Molecular cloning of a putative tetrodotoxin-resistant rat heart Na+ channel isoform.

R B Rogart 1, L L Cribbs 1, L K Muglia 1, D D Kephart 1, M W Kaiser 1
PMCID: PMC298237  PMID: 2554302

Abstract

Voltage-gated Na+ channels in mammalian heart differ from those in nerve and skeletal muscle. One major difference is that tetrodotoxin (TTX)-resistant cardiac Na+ channels are blocked by 1-10 microM TTX, whereas TTX-sensitive nerve Na+ channels are blocked by nanomolar TTX concentrations. We constructed a cDNA library from 6-day-old rat hearts, where only low-affinity [3H]saxitoxin receptors, corresponding to TTX-resistant Na+ channels, were detected.
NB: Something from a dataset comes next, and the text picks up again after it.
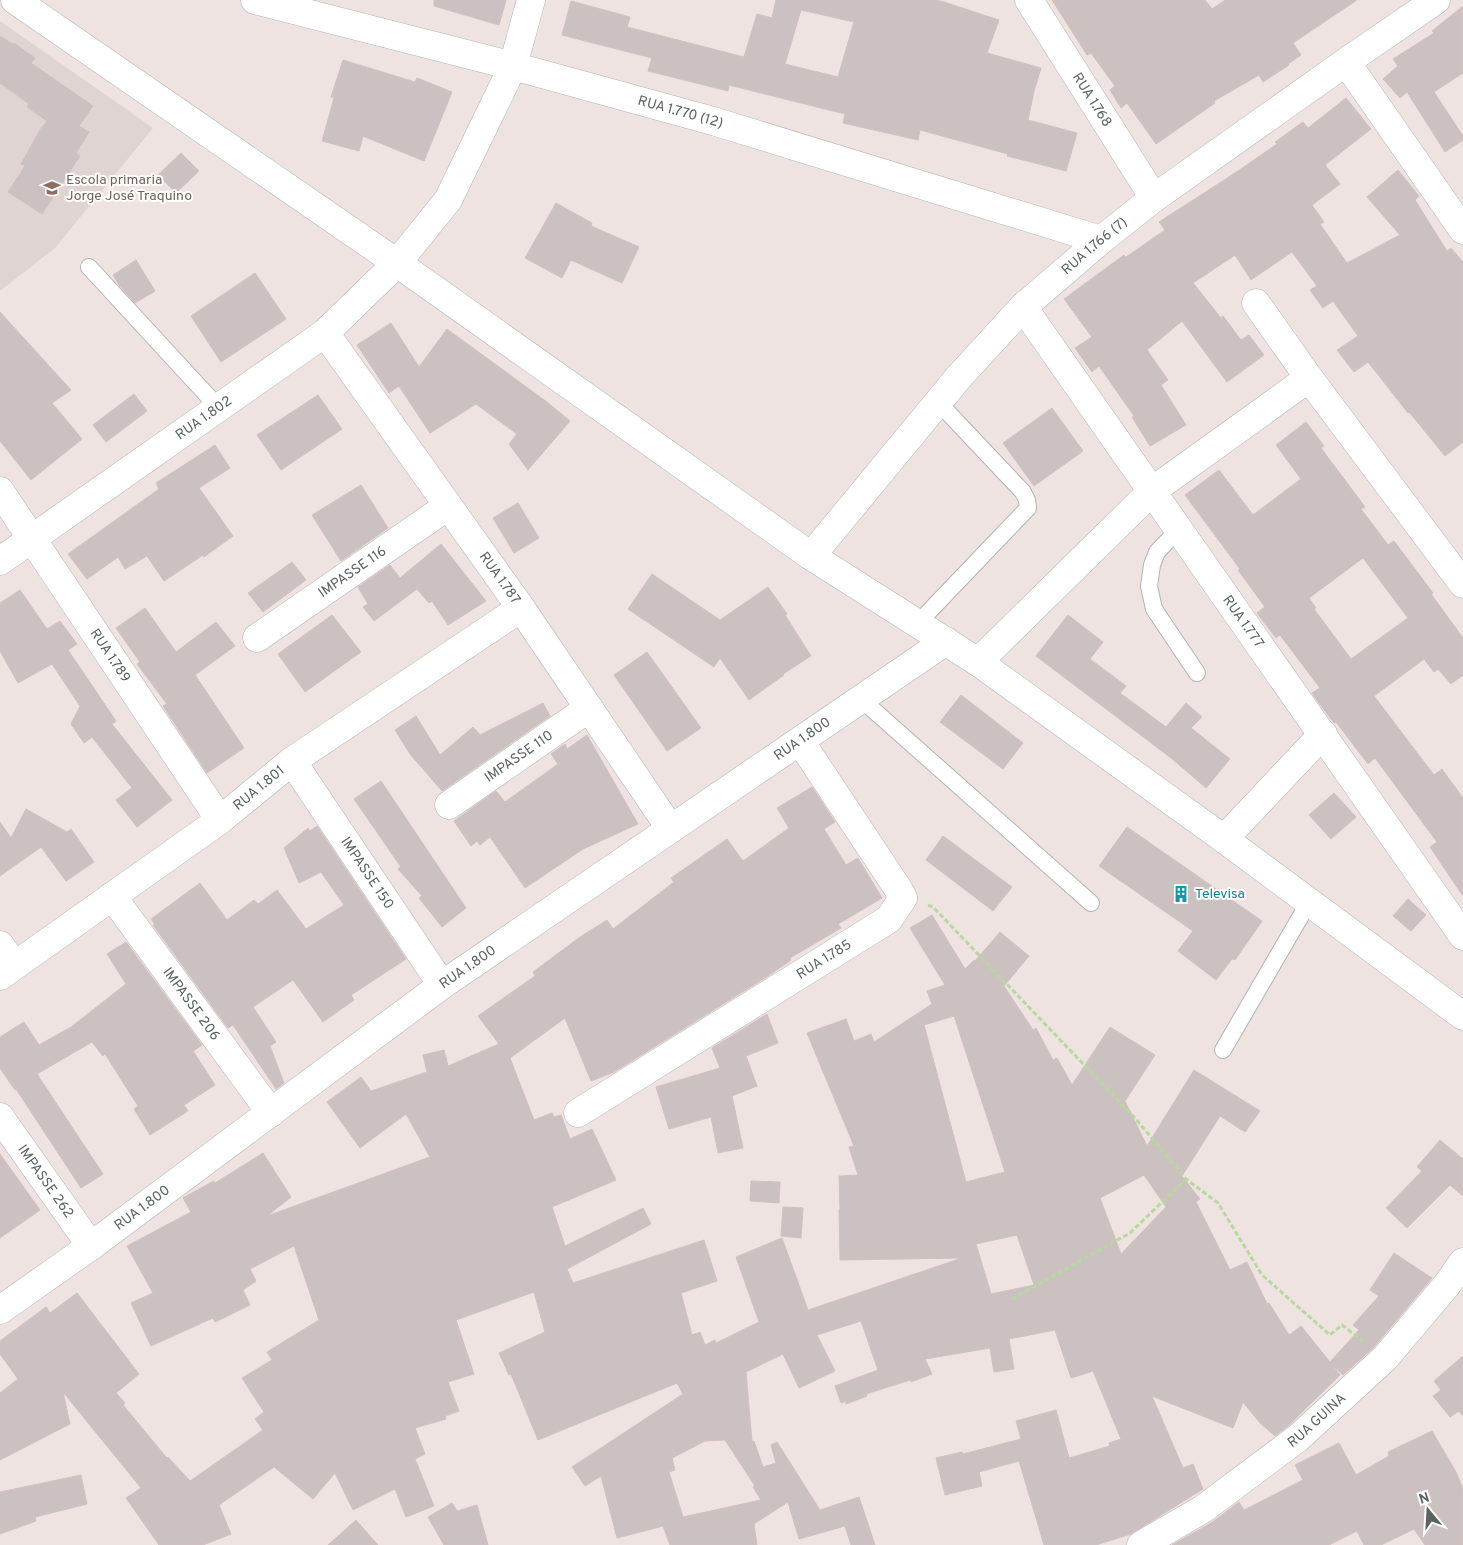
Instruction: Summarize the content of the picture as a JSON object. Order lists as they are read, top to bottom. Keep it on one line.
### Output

We isolated several overlapping cDNA clones encompassing 7542 nucleotides and encoding the entire alpha subunit of a cardiac-specific Na+ channel isoform (designated rat heart I) as well as several rat brain I Na+ channel cDNA clones. The derived amino acid sequence of rat heart I was highly homologous to, but distinct from, previous Na+ channel clones. RNase protection studies showed that the corresponding mRNA species is abundant in newborn and adult rat hearts, but not detectable in brain or innervated skeletal muscle. The same mRNA species appears upon denervation of skeletal muscle, likely accounting for expression of new TTX-resistant Na+ channels. Thus, this cardiac-specific Na+ channel clone appears to encode a distinct TTX-resistant isoform and is another member of the mammalian Na+ channel multigene family, found in newborn heart and denervated skeletal muscles.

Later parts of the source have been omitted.